Review: A boarding school whodunit fueled by feminist rage

“I Have Some Questions for You,” by Rebecca Makkai (Viking)

Take a pinch of “Prep,” the boarding school drama by Curtis Sittenfeld. Add a dollop of “My Dark Vanessa,” Kate Elizabeth Russell’s story about a teenage girl’s sexual relationship with her high school teacher. Season with a smidge of “Serial,” the true crime podcast that went viral. Then finish it off with a juicy #MeToo scandal. What you get is Rebecca Makkai’s “I Have Some Questions for You,” a sleekly plotted literary murder mystery that garnered rave advance reviews and seems destined to be turned into a Netflix miniseries.

Should your book club read it? The answer likely depends on whether you prefer novels that emphasize plot or character. Makkai, a lyrical writer whose last book was the Pulitzer Prize and National Book Award finalist “The Great Believers,” has gone all-in on the former with intricate plot twists (the novel feels about 100 pages too long) and a major red herring. But most of the characters are straight out of central casting: rumpled teachers, rich and spoiled preppies, and at the center, the problematic narrator, Bodie Kane, who describes herself as a “sometime college professor with a lauded podcast, a woman who could make a meal from farmers’ market ingredients.”

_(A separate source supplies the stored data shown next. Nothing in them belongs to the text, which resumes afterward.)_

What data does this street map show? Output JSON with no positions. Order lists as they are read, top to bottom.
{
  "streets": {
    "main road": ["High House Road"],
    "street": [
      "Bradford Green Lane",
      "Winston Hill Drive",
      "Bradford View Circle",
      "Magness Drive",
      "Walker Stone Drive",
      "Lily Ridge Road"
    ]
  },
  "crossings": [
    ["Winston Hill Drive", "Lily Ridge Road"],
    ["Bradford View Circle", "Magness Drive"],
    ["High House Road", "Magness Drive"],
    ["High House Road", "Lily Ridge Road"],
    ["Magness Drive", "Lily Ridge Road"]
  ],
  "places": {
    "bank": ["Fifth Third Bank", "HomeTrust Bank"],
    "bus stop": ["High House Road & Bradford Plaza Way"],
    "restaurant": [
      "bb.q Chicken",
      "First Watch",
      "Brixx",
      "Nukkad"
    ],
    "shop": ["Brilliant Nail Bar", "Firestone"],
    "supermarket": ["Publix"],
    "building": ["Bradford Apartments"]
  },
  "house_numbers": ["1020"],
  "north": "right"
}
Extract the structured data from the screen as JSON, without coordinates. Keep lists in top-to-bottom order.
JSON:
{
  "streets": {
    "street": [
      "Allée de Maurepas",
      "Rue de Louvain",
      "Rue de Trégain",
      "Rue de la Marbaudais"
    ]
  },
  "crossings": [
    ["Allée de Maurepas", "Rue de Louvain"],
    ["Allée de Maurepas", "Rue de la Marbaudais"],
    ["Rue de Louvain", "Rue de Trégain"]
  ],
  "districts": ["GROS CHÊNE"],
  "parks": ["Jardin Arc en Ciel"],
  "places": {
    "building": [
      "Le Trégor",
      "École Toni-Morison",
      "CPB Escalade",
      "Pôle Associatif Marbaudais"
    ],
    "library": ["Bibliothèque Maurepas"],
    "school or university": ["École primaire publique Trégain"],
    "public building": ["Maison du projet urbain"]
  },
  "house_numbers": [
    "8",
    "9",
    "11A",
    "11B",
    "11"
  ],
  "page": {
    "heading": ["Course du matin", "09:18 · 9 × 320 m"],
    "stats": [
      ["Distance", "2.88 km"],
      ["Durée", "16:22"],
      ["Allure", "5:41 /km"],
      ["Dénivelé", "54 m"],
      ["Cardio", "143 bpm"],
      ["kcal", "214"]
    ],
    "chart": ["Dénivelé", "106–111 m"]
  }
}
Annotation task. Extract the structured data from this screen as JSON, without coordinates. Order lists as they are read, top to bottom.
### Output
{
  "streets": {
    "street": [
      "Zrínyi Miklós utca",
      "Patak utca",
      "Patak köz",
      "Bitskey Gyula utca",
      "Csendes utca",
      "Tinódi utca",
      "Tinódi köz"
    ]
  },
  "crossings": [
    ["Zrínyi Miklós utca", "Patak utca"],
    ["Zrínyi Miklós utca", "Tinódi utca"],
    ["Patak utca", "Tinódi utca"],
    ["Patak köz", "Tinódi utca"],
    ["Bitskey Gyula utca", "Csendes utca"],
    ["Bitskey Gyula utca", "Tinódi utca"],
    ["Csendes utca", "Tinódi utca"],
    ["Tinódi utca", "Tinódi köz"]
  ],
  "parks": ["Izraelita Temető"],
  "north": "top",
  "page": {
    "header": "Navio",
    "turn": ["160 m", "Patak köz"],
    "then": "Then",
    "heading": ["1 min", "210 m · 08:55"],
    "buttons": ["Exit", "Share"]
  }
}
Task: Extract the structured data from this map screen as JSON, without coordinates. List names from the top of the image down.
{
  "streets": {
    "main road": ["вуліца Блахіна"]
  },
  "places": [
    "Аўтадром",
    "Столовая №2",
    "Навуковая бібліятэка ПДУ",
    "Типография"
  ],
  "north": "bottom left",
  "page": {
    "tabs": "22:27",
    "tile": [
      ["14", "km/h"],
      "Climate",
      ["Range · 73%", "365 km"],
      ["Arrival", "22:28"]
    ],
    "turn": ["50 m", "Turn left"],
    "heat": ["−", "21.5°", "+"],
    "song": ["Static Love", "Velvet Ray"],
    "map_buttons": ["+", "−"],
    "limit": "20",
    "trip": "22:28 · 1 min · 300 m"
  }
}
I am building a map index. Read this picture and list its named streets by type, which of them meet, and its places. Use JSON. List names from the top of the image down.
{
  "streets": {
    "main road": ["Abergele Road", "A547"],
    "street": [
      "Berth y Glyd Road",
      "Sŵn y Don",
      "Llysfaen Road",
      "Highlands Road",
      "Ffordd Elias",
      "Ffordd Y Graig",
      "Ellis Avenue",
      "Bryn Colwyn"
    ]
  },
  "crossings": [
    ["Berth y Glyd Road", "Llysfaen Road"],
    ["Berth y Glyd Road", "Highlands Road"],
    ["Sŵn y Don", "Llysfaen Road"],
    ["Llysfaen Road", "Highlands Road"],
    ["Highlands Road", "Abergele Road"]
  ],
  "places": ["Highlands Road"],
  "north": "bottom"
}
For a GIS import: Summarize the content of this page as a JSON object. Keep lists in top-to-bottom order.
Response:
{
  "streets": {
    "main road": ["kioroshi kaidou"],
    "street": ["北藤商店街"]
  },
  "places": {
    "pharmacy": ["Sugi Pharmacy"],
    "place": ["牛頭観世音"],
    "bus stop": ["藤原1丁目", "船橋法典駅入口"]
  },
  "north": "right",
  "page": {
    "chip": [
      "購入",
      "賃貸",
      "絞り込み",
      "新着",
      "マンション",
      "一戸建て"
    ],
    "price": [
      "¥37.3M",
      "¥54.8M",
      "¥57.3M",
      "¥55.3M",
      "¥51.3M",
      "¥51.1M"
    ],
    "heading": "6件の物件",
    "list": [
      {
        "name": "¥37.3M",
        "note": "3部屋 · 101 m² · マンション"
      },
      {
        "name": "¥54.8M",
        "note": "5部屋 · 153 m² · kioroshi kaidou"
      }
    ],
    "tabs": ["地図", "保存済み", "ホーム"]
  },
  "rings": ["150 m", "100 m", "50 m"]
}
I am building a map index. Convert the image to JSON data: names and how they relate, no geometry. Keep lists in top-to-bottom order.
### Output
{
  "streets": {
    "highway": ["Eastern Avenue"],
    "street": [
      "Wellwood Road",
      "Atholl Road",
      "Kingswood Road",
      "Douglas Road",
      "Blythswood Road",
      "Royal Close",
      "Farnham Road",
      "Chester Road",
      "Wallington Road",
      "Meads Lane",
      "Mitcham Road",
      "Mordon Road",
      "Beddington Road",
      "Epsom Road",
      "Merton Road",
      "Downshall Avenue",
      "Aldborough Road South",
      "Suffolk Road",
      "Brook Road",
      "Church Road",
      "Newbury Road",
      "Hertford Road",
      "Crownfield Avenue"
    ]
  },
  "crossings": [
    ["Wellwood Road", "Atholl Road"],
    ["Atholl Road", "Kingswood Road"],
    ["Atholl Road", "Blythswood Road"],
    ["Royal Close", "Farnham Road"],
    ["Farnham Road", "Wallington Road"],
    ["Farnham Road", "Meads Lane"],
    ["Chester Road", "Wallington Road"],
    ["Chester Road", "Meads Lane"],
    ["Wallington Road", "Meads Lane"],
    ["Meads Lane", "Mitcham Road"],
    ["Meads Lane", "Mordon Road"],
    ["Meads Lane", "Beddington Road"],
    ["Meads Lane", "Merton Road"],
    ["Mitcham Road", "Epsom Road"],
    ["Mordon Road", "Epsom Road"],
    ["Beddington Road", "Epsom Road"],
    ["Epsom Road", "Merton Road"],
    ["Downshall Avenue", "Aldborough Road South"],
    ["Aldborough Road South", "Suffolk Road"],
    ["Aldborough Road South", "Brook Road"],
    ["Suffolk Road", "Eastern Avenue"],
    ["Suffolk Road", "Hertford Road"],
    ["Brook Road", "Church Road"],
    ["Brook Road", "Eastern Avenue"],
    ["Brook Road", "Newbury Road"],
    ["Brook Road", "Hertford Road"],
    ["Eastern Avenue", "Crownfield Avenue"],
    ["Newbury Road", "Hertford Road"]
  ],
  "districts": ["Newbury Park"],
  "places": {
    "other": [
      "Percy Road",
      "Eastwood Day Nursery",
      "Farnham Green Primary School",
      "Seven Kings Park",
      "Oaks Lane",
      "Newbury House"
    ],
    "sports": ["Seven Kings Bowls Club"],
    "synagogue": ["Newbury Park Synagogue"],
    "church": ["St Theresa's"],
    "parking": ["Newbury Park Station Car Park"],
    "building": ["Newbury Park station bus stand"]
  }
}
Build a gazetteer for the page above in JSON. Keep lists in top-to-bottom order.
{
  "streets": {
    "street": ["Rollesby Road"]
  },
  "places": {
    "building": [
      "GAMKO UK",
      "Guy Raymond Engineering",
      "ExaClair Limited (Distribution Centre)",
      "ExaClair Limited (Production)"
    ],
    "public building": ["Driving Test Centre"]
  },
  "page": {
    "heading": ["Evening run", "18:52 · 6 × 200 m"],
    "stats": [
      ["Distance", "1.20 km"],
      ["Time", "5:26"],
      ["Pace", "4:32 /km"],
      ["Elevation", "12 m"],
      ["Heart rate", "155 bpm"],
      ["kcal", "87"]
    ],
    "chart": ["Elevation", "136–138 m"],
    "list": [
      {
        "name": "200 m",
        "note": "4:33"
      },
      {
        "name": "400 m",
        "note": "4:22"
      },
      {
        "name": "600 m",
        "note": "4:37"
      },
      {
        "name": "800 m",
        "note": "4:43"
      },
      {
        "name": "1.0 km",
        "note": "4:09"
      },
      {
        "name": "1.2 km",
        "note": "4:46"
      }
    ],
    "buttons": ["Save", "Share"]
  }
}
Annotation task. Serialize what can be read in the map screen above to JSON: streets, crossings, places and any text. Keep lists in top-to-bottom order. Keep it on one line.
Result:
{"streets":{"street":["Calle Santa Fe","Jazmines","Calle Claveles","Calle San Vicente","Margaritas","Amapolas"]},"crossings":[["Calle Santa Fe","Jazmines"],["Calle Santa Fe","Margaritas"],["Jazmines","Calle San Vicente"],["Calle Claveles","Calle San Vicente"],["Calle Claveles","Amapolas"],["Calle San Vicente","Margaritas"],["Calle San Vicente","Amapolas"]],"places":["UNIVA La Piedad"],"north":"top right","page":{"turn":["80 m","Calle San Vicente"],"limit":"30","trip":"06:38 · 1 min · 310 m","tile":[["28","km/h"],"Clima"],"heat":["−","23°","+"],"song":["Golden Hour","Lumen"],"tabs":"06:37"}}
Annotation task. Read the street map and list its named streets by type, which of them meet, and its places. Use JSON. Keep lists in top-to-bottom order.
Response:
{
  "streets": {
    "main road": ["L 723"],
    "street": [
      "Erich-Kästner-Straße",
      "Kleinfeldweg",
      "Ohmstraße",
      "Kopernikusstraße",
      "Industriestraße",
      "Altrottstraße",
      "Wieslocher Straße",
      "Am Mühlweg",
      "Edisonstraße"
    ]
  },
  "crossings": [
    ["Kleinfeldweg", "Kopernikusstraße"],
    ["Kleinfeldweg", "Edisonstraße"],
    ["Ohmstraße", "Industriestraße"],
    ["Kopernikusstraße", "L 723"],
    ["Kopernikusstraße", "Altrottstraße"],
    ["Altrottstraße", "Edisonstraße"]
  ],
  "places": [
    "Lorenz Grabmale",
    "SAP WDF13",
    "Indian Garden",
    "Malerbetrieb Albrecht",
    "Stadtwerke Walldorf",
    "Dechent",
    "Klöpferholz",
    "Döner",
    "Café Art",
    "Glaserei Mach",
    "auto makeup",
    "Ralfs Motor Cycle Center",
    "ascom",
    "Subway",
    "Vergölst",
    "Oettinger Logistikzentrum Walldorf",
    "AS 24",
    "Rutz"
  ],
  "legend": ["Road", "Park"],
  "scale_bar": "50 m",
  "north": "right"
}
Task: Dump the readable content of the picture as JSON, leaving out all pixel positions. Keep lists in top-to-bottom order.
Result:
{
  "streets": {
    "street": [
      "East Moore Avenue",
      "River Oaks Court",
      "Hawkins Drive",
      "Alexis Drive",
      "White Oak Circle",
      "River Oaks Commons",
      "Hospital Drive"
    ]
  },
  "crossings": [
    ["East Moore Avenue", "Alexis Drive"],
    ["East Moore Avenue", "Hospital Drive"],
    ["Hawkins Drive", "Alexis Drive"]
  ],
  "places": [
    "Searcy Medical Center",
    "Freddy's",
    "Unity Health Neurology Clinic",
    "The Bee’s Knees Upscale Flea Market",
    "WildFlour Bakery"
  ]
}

When the novel begins, Bodie has been invited back to the elite New England boarding school she attended in the 1990s as a scholarship student to teach a course on podcasting. Vaguely troubled by the murder of a former roommate, the beautiful, popular, privileged and white Thalia, she suggests that her students might want to look into it. A Black man who worked as the school’s athletic trainer was convicted of the killing, but a handful of internet sleuths believe the authorities got the wrong guy.

As her students dig into the case, she revisits her more than 20-year-old memories and wonders if perhaps she got some things wrong. Were the cool kids really not as cool as she thought they were? Was it possible that Denny Bloch, the charismatic music teacher she revered, was a sexual predator who was grooming Thalia and may in fact have killed her? The narrative is ostensibly addressed to Mr. Bloch and Bodie, as the title suggests, has a whole lot of questions for him. With its ripped-from-the-headlines flavor, Makkai has written a complicated whodunit fueled by feminist rage as Bodie relentlessly interrogates her past and recalls the countless murders of girls and women whose stories have been all but lost in our collective memory.